When shopping around for credit, the annual percentage rate (APR) is often one of the main deciding factors when move forward. Whether it’s for a credit card, a car loan or a short loan, people tend to look for the lowest APR available.

With short loans, you will find that the APR looks very high when compared to other forms of credit and we wanted to take a little time to explain how it works and why this is.

Your Loan’s Rate

At 100DayLoans.co.uk, to help explain the loan you may receive from one of our lenders, we use a representative rate of 1734% APR. This calculation includes a number of variables such as:

• Interest rate
• Loan duration
• Payment specifics
• Some loan fees

The APR, however, does not account for all costs when it comes to your loan. Fees for late payments, missed payments and other circumstances are calculated separately by our lenders.

The way in which your short-loan terms are calculated, especially when it comes to APR, can often be confusing for consumers. Thus, we are seeking to clarify what your APR for your short-loan means.

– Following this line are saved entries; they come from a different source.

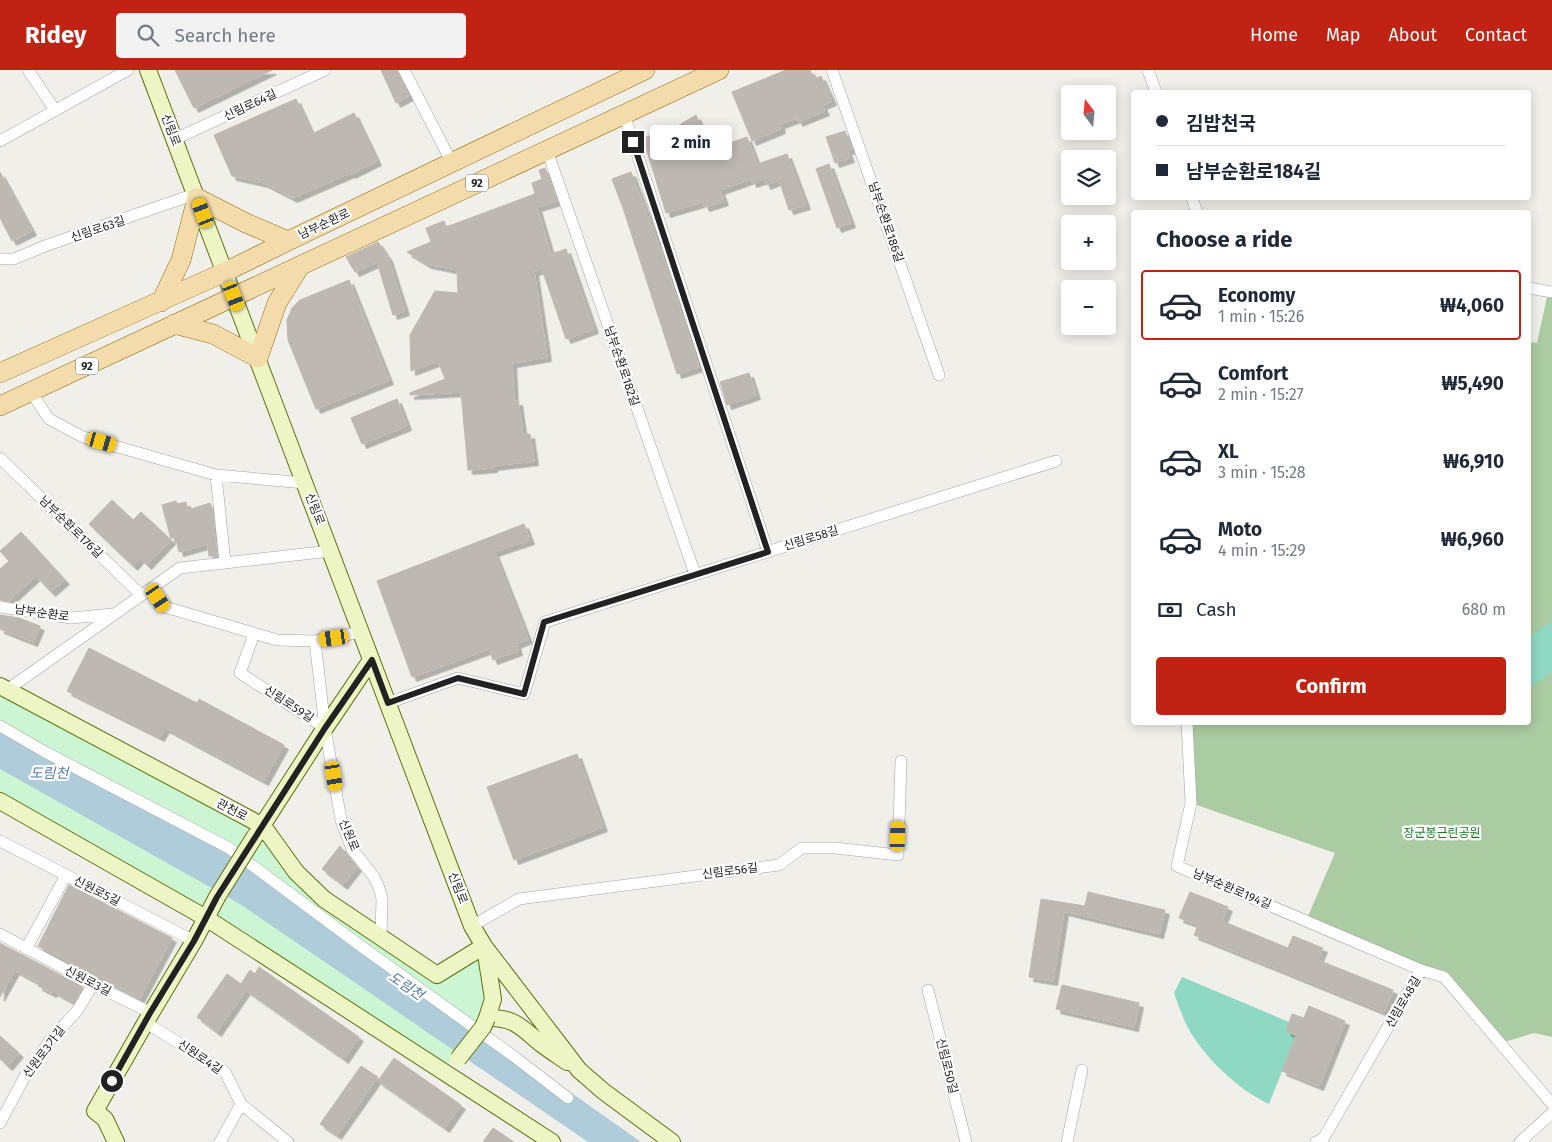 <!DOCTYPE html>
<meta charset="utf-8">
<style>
body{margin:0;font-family:"Fira Sans","Noto Sans KR",sans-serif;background:#f2f2f3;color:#1f2937;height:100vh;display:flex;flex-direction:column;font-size:19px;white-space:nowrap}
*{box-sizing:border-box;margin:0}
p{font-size:16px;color:#747a83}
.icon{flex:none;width:28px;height:28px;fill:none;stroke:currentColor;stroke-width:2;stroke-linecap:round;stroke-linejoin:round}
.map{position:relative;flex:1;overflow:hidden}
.sheet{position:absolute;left:1131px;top:140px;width:400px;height:515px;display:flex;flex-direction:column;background:#fff;border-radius:5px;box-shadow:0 2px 12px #0003}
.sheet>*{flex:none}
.hud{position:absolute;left:1131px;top:20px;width:400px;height:110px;border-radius:5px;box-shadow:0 2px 12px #0003;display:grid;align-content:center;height:110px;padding:0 25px;background:#fff}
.needle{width:32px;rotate:344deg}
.buttons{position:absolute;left:1061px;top:15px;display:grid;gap:10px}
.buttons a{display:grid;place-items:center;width:55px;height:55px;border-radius:5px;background:#fff;box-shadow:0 2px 12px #0003;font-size:25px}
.end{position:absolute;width:22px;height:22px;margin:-11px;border:6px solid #222;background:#fff;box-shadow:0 0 0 2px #fff}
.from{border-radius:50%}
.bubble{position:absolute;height:35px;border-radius:5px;background:#fff;box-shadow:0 2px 12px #0003;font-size:16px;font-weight:700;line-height:35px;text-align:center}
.car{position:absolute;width:15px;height:30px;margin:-15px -8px;border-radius:6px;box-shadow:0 0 4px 1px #0007;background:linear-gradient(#f5c518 24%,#345 0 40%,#f5c518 0 76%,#345 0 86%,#f5c518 0)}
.hud b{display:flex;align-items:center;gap:18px;height:48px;font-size:19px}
.hud b+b{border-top:1px solid #e0e1e3}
.hud i{width:12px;height:12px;background:#1f2937}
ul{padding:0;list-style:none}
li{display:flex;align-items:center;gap:15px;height:70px;margin:0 10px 8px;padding:0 15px;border:2px solid transparent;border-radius:5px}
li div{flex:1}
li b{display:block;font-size:19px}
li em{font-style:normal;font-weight:700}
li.current{border-color:#c02313}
li>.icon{width:45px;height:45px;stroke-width:1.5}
h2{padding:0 25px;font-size:22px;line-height:60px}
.pay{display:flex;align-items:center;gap:12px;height:55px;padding:0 25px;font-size:19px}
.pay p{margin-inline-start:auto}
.button{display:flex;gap:10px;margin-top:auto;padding:10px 25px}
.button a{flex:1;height:58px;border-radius:5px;background:#c02313;color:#fff;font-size:20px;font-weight:700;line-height:58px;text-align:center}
header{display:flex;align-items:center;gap:30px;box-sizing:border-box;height:70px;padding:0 25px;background:#c02313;color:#fff}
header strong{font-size:24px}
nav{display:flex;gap:28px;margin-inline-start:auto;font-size:18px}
.search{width:350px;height:45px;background:#f2f2f3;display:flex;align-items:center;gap:12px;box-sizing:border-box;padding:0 18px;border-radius:5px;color:#747a83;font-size:19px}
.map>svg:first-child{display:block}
.forest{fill:#abcca2}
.park{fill:#ccf5d3}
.pitch{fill:#8fd8c3}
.water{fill:#aeccda}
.building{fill:#beb8b2;stroke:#c1b8ad;filter:url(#shadow)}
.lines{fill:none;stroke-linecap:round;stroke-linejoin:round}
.street-casing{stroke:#a3a3a3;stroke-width:12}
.secondary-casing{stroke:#5e7210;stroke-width:18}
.primary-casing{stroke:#91720e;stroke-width:20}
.street{stroke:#fff;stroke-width:11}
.secondary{stroke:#eef5c4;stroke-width:16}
.primary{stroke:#f4dbab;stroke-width:19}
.secondary-bridge-casing{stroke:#5e7210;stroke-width:18;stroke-linecap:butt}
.secondary-bridge{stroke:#eef5c4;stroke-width:16}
.route{stroke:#222;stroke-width:6}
.labels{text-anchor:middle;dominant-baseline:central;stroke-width:4.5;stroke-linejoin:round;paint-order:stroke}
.shield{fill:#fff;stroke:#646464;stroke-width:1}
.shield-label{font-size:11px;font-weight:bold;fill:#222}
.street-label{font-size:12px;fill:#222;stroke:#fff}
.park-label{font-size:12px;fill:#177928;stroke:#fff}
.water-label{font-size:14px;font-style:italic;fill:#5678aa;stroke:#fff}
</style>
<header>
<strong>Ridey</strong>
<div class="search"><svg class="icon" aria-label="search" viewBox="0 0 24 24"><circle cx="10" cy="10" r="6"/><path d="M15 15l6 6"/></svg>Search here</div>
<nav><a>Home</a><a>Map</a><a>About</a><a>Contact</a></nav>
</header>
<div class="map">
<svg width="1552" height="1072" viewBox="0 0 1552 1072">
<defs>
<filter id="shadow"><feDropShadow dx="4.5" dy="4.5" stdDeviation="0" flood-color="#0004"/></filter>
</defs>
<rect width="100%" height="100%" fill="#f1efe9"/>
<path class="forest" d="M1548 222H1552V967L1534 963 1501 973 1444 907 1306 851 1335 783 1191 733 1187 653 1529 652V272L1537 273Z"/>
<path class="park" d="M0 622 248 754 266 769 292 803 438 910 480 883 488 927 481 953 445 998 0 727Z"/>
<path class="pitch" d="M1552 551V602L1534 615 1529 608V567Z
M1182 907 1289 952 1286 961 1296 966 1269 1034C1238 1020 1203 986 1187 956 1182 946 1178 934 1174 923Z"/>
<path class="water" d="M0 652 231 782 641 1072H588L240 834 0 699Z"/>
<path class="building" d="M175 0H272L194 38Z
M381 0H397L409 26 396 33Z
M786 0H810L814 9 821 6 832 31 822 35 825 41 798 52 797 48 780 54 781 59 752 71 732 22Z
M296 29 312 64 354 43 377 91 351 104 350 103 293 128 264 113 232 106 214 65Z
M696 45 710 80 747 67 757 94 787 84 806 135 789 140 779 110 766 115 764 109 752 113 751 109 720 120 724 131 705 137 703 132 666 143 643 68 676 57Z
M845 61 852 79 847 80 850 88 835 93 826 67Z
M829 94 851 153 837 158 816 99Z
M545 98 557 131 537 137 551 184 566 179 594 259 566 269 542 199 534 201 547 287 512 293 514 331H518L523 365 530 364 534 391 493 396V398L468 400 461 322 410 325V323L445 309 438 291 411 301 410 265 435 221 458 223 457 200 427 194 407 182 431 172 426 158 444 151 446 157 535 124 532 113 542 109 539 100Z
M0 102 32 161 12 171 0 148Z
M631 102 662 184 699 297 677 304 624 141 612 109Z
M378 172 388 187 405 241 393 245 377 192 355 202 346 187Z
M349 210 389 310 316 339 288 270 287 250 292 238 300 230Z
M749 303 756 325 727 335 720 312Z
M397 329 407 356 362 374 351 348Z
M112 430 133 450 141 442 171 470 147 495 140 488 133 496 89 454Z
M176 431 177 434 186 432 188 440 210 433 212 438 217 486H209L208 474 179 482 175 465 171 469 162 435Z
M524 454 530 470 494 482 528 569 516 574 518 581 493 590 489 579 412 607 377 511Z
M21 462 65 510 51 522 36 506 9 531 0 530V499L9 491 0 481Z
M0 545 19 548 40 556 33 572 0 559Z
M89 578 197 633 199 629 284 675 264 711 165 658 160 667 67 621Z
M577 684 603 757 514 790 487 717Z
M340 776 357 797 343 815 322 799Z
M69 815 172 868 140 928 38 876Z
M1088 822 1165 840 1159 864 1064 841 1053 911 1029 907 1041 829 1085 836Z
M1190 822 1228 837 1222 851 1288 878 1293 866 1323 878 1318 890 1393 920 1384 942 1194 865 1198 855 1179 848Z
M0 873 83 917 73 932 53 921 52 923 38 916 39 913 15 900 0 927Z
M259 897 359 967 344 989 246 920 217 962 197 947 227 904 241 914 250 900 255 904Z
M1062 915 1139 933 1134 957 1056 939Z
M1309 936 1345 951 1319 1016 1282 1001 1296 966 1286 961 1292 944 1304 948Z
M0 966 19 983 8 996 0 989Z
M394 988 461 1035 445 1058 378 1011Z
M361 996 378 1007 337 1065 320 1054Z
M493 1058 514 1072H483Z"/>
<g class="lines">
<defs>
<path id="street" d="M28 0 55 40
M404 0 452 93
M832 0 939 305
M1148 0 1156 22
M624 44 768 482
M175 69 325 0
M0 71 128 0
M550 89 695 504
M1192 128 1197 142
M0 189H14L45 176 195 124
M1529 218 1552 222
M31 322 49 349 83 367 216 405 305 413
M0 388 141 525
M216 405 225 493
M152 518 165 537 277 570 315 571 361 562
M0 537 71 548 113 544
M254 564 240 603 325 658
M315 571 325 658 341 750 352 779 374 807 379 818 382 828 381 867
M7 620 180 498 330 481
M388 633 458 608 524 624 545 552 1056 391
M1187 652 1191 733 1177 796 1421 900
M0 656 45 682 229 778 358 874 512 985 568 1028
M0 771 194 871
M472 856 519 829 779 795 802 778H835L898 785 901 691
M0 864 93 914 151 943
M26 879 66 805
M928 920 966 1072
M145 952 225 1002 241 1034 288 1072
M0 1053 24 1008 51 969 77 941 93 914
M220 1072 241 1034
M1067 1072 1082 1000
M1316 1072 1323 1069 1421 900 1444 907 1552 1034
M1520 1072 1552 1043"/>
<path id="secondary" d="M148 0 472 856 484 876 579 1000 603 1021 672 1072
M0 616 263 756 296 802 324 829 437 905 484 876
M0 731 206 848 552 1072
M256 765 325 658 371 590
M485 878 493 929 487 948C517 947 523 960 544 976 552 982 560 987 567 992
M116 1072 105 1049 95 1041 151 943 194 871 217 827"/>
<path id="primary" d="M161 232 181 190 197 128 246 153 288 171
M174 254 213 264 258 288 277 233 300 196
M0 303 225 202 288 171 645 0
M0 336 719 0"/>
</defs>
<use href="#street" class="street-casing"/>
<use href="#secondary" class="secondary-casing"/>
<use href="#primary" class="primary-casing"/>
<use href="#street" class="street"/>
<use href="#secondary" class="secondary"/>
<use href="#primary" class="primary"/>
<defs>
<path id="secondary-bridge" d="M217 827 255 766
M458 989 483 957 487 948"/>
</defs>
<use href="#secondary-bridge" class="secondary-bridge-casing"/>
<use href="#secondary-bridge" class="secondary-bridge"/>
</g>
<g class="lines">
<path class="route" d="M112 1011 150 943 194 871 217 827 325 658 372 590 388 633 458 608 524 624 544 552 768 482 633 72"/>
</g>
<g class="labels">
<g class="shield">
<rect x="466" y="104.5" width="22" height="17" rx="4"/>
<rect x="76" y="287.5" width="22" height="17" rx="4"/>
</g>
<g class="shield-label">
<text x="477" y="113">92</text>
<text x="87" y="296">92</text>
</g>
<g class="street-label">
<text transform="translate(250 35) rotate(-25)">신림로64길</text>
<text transform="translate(171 60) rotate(69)">신림로</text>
<text transform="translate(886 152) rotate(71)">남부순환로186길</text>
<text transform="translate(324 154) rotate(-25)">남부순환로</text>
<text transform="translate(98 159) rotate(-19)">신림로63길</text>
<text transform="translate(622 296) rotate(71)">남부순환로182길</text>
<text transform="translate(315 439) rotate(69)">신림로</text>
<text transform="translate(71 457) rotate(44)">남부순환로176길</text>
<text transform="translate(811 468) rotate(-17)">신림로58길</text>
<text transform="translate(42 543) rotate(8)">남부순환로</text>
<text transform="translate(289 634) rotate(33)">신림로59길</text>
<text transform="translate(232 740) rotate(28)">관천로</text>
<text transform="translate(349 765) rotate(67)">신원로</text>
<text transform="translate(730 801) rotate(-7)">신림로56길</text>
<text transform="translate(458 818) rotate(69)">신림로</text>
<text transform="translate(1232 819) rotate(23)">남부순환로194길</text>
<text transform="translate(97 821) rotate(27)">신원로5길</text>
<text transform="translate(88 911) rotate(27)">신원로3길</text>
<text transform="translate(1403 932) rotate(-60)">신림로48길</text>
<text transform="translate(44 982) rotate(-53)">신원로3가길</text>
<text transform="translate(200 987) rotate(34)">신원로4길</text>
<text transform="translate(947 996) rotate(76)">신림로50길</text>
</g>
<g class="park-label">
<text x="1442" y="763">장군봉근린공원</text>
</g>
<g class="water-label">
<text x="49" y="703">도림천</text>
<text transform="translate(406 916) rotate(34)">도림천</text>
</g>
</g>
</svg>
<div class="buttons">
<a><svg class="needle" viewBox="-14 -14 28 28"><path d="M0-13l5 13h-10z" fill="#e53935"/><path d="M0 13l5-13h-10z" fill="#747a83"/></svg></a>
<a><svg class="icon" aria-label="layers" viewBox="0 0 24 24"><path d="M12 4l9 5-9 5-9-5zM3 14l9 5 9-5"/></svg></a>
<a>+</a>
<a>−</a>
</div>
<i class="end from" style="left:112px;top:1011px"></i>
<i class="end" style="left:633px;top:72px"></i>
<div class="bubble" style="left:650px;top:55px;width:82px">2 min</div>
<i class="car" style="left:203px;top:143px;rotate:339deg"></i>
<i class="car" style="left:234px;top:226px;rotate:159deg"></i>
<i class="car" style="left:102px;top:372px;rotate:106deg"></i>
<i class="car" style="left:158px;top:528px;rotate:146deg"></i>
<i class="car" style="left:334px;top:568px;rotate:262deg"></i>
<i class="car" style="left:334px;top:706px;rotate:171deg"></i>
<i class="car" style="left:898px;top:766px;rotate:2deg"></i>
<div class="hud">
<b><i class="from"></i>김밥천국</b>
<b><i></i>남부순환로184길</b>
</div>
<section class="sheet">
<h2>Choose a ride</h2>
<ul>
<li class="current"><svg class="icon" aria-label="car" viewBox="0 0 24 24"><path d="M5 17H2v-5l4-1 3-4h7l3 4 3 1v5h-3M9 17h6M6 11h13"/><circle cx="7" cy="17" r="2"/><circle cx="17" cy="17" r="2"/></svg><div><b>Economy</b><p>1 min · 15:26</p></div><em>₩4,060</em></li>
<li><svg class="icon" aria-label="car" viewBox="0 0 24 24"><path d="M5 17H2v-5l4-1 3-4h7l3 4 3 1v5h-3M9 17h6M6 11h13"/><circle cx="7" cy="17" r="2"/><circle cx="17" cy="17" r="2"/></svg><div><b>Comfort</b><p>2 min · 15:27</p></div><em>₩5,490</em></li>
<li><svg class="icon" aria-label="car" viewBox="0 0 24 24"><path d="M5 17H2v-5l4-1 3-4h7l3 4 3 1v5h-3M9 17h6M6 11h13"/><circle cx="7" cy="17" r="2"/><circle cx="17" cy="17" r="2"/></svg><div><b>XL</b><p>3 min · 15:28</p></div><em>₩6,910</em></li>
<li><svg class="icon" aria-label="car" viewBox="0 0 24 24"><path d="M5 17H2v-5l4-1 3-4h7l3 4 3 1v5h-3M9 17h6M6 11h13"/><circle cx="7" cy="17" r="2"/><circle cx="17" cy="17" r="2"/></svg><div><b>Moto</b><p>4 min · 15:29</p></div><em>₩6,960</em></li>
</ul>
<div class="pay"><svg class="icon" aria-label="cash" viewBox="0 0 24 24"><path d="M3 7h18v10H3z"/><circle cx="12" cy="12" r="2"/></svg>Cash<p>680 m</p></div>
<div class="button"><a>Confirm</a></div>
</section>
</div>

What a 1734% APR Really Means

When you see that number in comparison to the two or one digit counterpart on other loans and credit, it may seem shocking. Understandably, no one would want that sort of interest, even on a small loan. However, when broken down, the impact is significantly lessened.

The APR for small loans is calculated over the course of a year. Since these loans are not meant to sustain you for a year, the interest cost in money is far less than the APR would suggest. Given the size of the loans and the time period of the loan, you won’t actually be charged an annual amount.

With 100DayLoans.co.uk’s lenders, you will likely pay fixed finance charges between £10 and £14.75 per £50 borrowed. For example, in an excellent rate tier, a loan amount for £50 would likely have a charge of £10; therefore the final repayment amount would be £60.

How Short-term Loan APR’s Compare

On paper, it seems as though short-term loans may not be the best financial commitment out there, but if handled correctly, the charges involved can be fairly minimal. Often, a finance charge for a small loan can be a fraction of the amount of an overdraft fee.

Late fees, missed payment fees and other charges could raise loan costs. However, responsible borrowers can keep loan charges somewhat low if they adhere to loan terms agreed to with their lenders.

Be sure to understand all of the elements of your small loan before deciding to proceed. The exact terms of a loan are determined on a lender to lender basis. The above examples are just that and do not reflect the specific charges that may be calculated into the terms of your loan.